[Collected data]
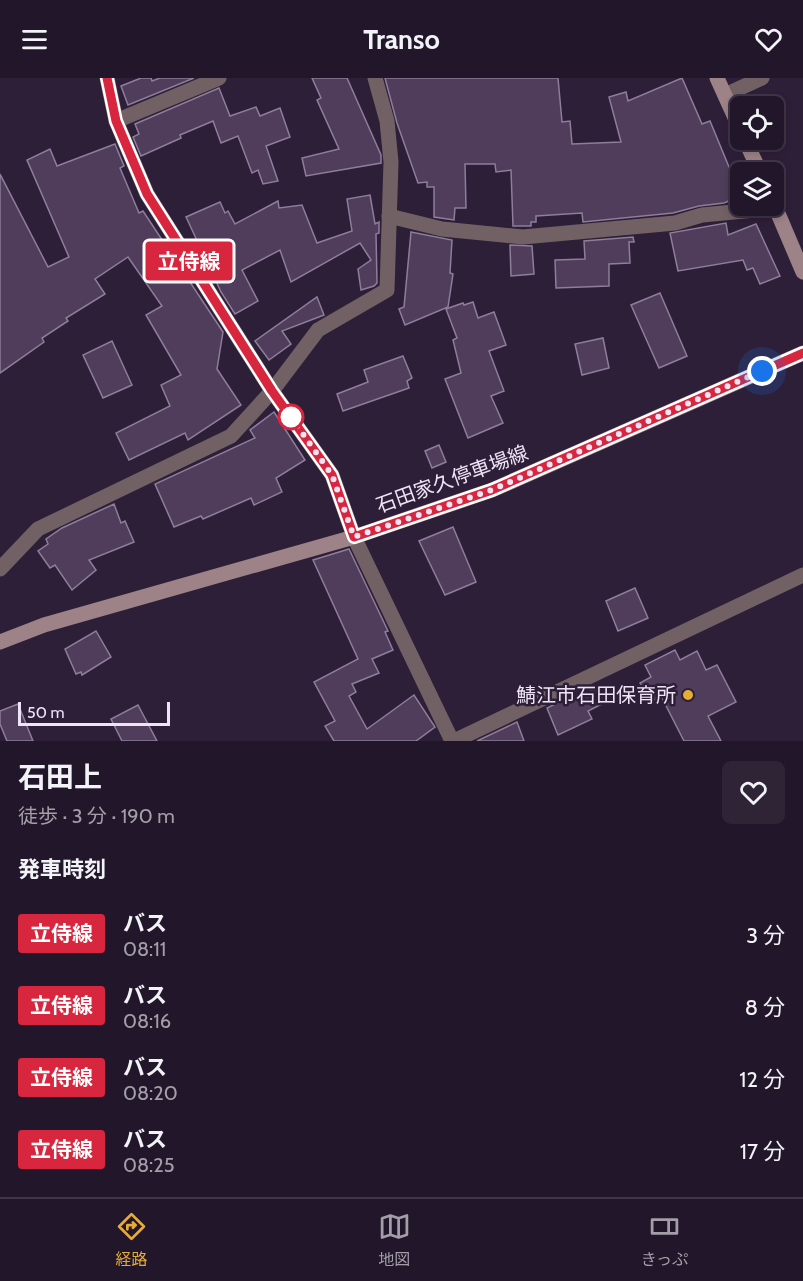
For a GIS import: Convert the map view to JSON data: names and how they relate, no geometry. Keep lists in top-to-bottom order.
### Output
{
  "streets": {
    "main road": ["石田家久停車場線"]
  },
  "places": ["鯖江市石田保育所"],
  "lines": ["bus line 立侍線"],
  "scale_bar": "50 m",
  "page": {
    "header": "Transo",
    "on_map": "立侍線",
    "scale": "50 m",
    "heading": [
      ["石田上", "徒歩 · 3 分 · 190 m"],
      "発車時刻"
    ],
    "list": [
      {
        "mark": "立侍線",
        "name": "バス",
        "note": "08:11",
        "value": "3 分"
      },
      {
        "mark": "立侍線",
        "name": "バス",
        "note": "08:16",
        "value": "8 分"
      },
      {
        "mark": "立侍線",
        "name": "バス",
        "note": "08:20",
        "value": "12 分"
      },
      {
        "mark": "立侍線",
        "name": "バス",
        "note": "08:25",
        "value": "17 分"
      }
    ],
    "tabs": ["経路", "地図", "きっぷ"]
  }
}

> **Task goal**
Copy all the records above exactly, but leave out the pictures.

> **Worked solution**
For a GIS import: Convert the map view to JSON data: names and how they relate, no geometry. Keep lists in top-to-bottom order.
### Output
{
  "streets": {
    "main road": ["石田家久停車場線"]
  },
  "places": ["鯖江市石田保育所"],
  "lines": ["bus line 立侍線"],
  "scale_bar": "50 m",
  "page": {
    "header": "Transo",
    "on_map": "立侍線",
    "scale": "50 m",
    "heading": [
      ["石田上", "徒歩 · 3 分 · 190 m"],
      "発車時刻"
    ],
    "list": [
      {
        "mark": "立侍線",
        "name": "バス",
        "note": "08:11",
        "value": "3 分"
      },
      {
        "mark": "立侍線",
        "name": "バス",
        "note": "08:16",
        "value": "8 分"
      },
      {
        "mark": "立侍線",
        "name": "バス",
        "note": "08:20",
        "value": "12 分"
      },
      {
        "mark": "立侍線",
        "name": "バス",
        "note": "08:25",
        "value": "17 分"
      }
    ],
    "tabs": ["経路", "地図", "きっぷ"]
  }
}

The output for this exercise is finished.